Boys and Girls Revisited

Symmetry. Put them all together and tell them to multiply forever. The question then becomes whether the $n$-th boy was born at the $2n$-th birth or later, or not, i.e., who is the majority among the first $2n-1$ births: boys or girls.

This is just a variant presentation of fedja's truly wonderful solution. It took me a while to catch on to the idea there, so I'm offering this in case it helps clarify it for anyone else. All credit for the insight, though, properly belongs to fedja.

For the purpose of determing the probability that the $n$ families wind up with more boys than girls altogether, it's convenient to imagine births take place in the following fanciful way. There is a "magic fertility wand" which is passed from family to family and which causes the family that possesses it to produce one child per day until they have a boy, at which point they pass the wand along to the next family. If and when every family has their boy, the wand is given to a pair of rabbits, who use it to produce a male or female offspring each day without cease. All births take place at a hospital/veterinary clinic.

On the $(2n-1)$st day, the hospital reports whether they've delivered a preponderance of males or females. Obviously it's a 50:50 chance for either result.

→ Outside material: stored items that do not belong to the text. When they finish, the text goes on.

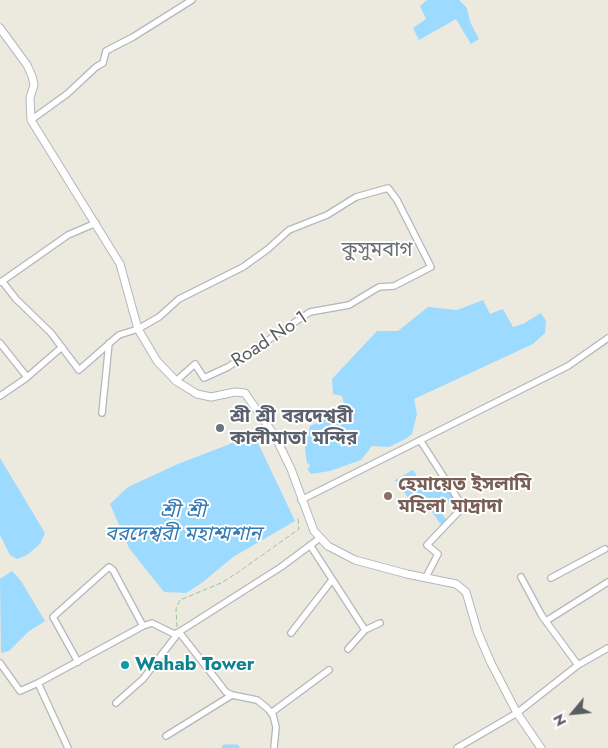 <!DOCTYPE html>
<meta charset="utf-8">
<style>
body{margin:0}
#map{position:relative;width:608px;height:748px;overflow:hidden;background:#ece9df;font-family:Jost,sans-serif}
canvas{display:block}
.north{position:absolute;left:548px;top:688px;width:50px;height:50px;-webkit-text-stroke:4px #fff;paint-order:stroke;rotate:242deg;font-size:14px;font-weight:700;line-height:20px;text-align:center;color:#585d61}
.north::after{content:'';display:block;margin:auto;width:18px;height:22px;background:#585d61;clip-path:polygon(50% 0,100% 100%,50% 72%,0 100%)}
</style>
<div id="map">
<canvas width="608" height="748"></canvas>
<div class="north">N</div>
</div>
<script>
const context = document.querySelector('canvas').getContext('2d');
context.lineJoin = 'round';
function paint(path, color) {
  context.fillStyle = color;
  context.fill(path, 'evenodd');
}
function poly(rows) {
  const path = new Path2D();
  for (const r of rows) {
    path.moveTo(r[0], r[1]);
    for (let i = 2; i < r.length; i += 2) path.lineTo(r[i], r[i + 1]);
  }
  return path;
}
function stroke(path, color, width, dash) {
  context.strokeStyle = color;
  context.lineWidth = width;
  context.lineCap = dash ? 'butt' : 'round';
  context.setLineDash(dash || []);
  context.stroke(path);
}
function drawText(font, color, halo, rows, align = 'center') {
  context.font = font + ' Jost,"Noto Sans Bengali",sans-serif';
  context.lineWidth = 4;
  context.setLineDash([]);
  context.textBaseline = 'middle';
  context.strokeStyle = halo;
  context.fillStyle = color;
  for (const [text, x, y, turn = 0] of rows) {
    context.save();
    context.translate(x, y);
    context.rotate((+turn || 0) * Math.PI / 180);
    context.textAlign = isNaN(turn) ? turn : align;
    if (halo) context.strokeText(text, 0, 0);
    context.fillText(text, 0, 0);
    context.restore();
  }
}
paint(poly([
 [427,0,459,0,467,8,470,22,479,39,471,44,456,19,419,40,413,28,426,19,420,6],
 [483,300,490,314,503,309,513,327,523,324,541,313,546,321,545,333,533,344,414,399,417,414,412,434,407,438,389,447,372,446,361,460,330,471,311,474,307,468,310,467,309,463,307,464,305,448,310,426,346,410,342,396,333,394,332,379,377,331,398,331,428,307,457,310],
 [244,433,258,443,295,521,233,557,203,582,186,593,164,592,129,548,110,504,128,487,178,464,230,444],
 [0,458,45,533,40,544,27,555,17,559,10,555,0,535],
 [413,470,421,482,428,478,437,490,445,485,459,506,455,512,447,500,438,507,446,520,441,525,426,503,415,507,395,480],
 [12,571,21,581,45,621,28,632,9,651,1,653,0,579]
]), '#9ddaff');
stroke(poly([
 [225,748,236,748]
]), '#9ddaff', 7);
const minor = poly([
 [31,120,67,94,96,67,103,63,106,51,133,37,192,0],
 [2,281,16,299,51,333,79,370,119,335,138,329,159,317,179,299,243,267,268,249,289,230,327,215,356,197,388,188,397,200,431,267,394,286,379,287,349,305,310,312,228,367,204,378,195,364,176,381],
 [1,282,68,235,96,223],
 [0,343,27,377],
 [0,396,25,379,62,347],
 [102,413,109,343],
 [420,440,463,507,427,545,438,554,426,577],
 [301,500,568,366,608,338],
 [310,545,365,630,380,623],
 [521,577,542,616,578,665],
 [551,578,605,549],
 [546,621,608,582],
 [291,633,332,580],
 [348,649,365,630],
 [78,662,53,617,109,567,113,570,143,626],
 [0,663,20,691,38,683,68,748],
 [38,683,143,626,152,623,174,634,179,632,281,567,320,538],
 [116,703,143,679,179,632,226,692,232,695,257,700,267,708,273,715,276,727,274,748],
 [271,713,329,670],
 [166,736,232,695],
 [457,748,517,713,578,665,608,648]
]);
const tertiary = poly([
 [0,28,27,65,32,76,34,85,30,98,31,120,120,264,138,329,157,361,176,381,197,394,211,397,235,392,245,393,247,396,275,436,291,469,314,531,328,546,355,560,407,574,456,584,466,592,478,633,491,663,517,713,541,748]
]);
stroke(minor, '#b3b7bb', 8);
stroke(tertiary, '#b3b7bb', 9);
stroke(poly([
 [177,627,176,609,180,600,221,583,237,573,299,529,298,518]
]), '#93c79f', 1, [5, 2.5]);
stroke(minor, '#fff', 5.5);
stroke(tertiary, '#fff', 7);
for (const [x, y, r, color] of [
 [220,428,5,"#6b7280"],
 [388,496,5,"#8d6e63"],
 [125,665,5,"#0f9aa8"]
]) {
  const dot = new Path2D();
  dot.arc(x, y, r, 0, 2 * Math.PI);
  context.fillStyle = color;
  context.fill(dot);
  stroke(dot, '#fff', 2);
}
drawText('19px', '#585d61', '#fff', [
 ["Road No 1",270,340,-33]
]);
drawText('bold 19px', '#5b616d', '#fff', [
 ["শ্রী শ্রী বরদেশ্বরী",230,417],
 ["কালীমাতা মন্দির",230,439]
], 'left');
drawText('bold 19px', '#785e54', '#fff', [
 ["হেমায়েত ইসলামি",398,485],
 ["মহিলা মাদ্রাদা",398,507]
], 'left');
drawText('bold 19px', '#0d838f', '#fff', [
 ["Wahab Tower",135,665]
], 'left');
drawText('20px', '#696f73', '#fff', [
 ["কুসুমবাগ",377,251]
]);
drawText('italic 20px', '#377bb4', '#fff', [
 ["শ্রী শ্রী",183,512],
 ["বরদেশ্বরী মহাশ্মশান",183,535]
]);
</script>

If it's more males, there are at least $n$ of them, which means there are exactly $n$ boys and possibly some male rabbits, but certainly no more than $n-1$ girls -- in any event, the families are done reproducing and there are more boys than girls. If, on the other hand, the hospital reports more female births, then there have been fewer than $n$ males born, which means the wand hasn't yet reached the rabbits, so all the births have been boys and girls, with at least $n$ of them girls, so the boys will never outnumber the girls.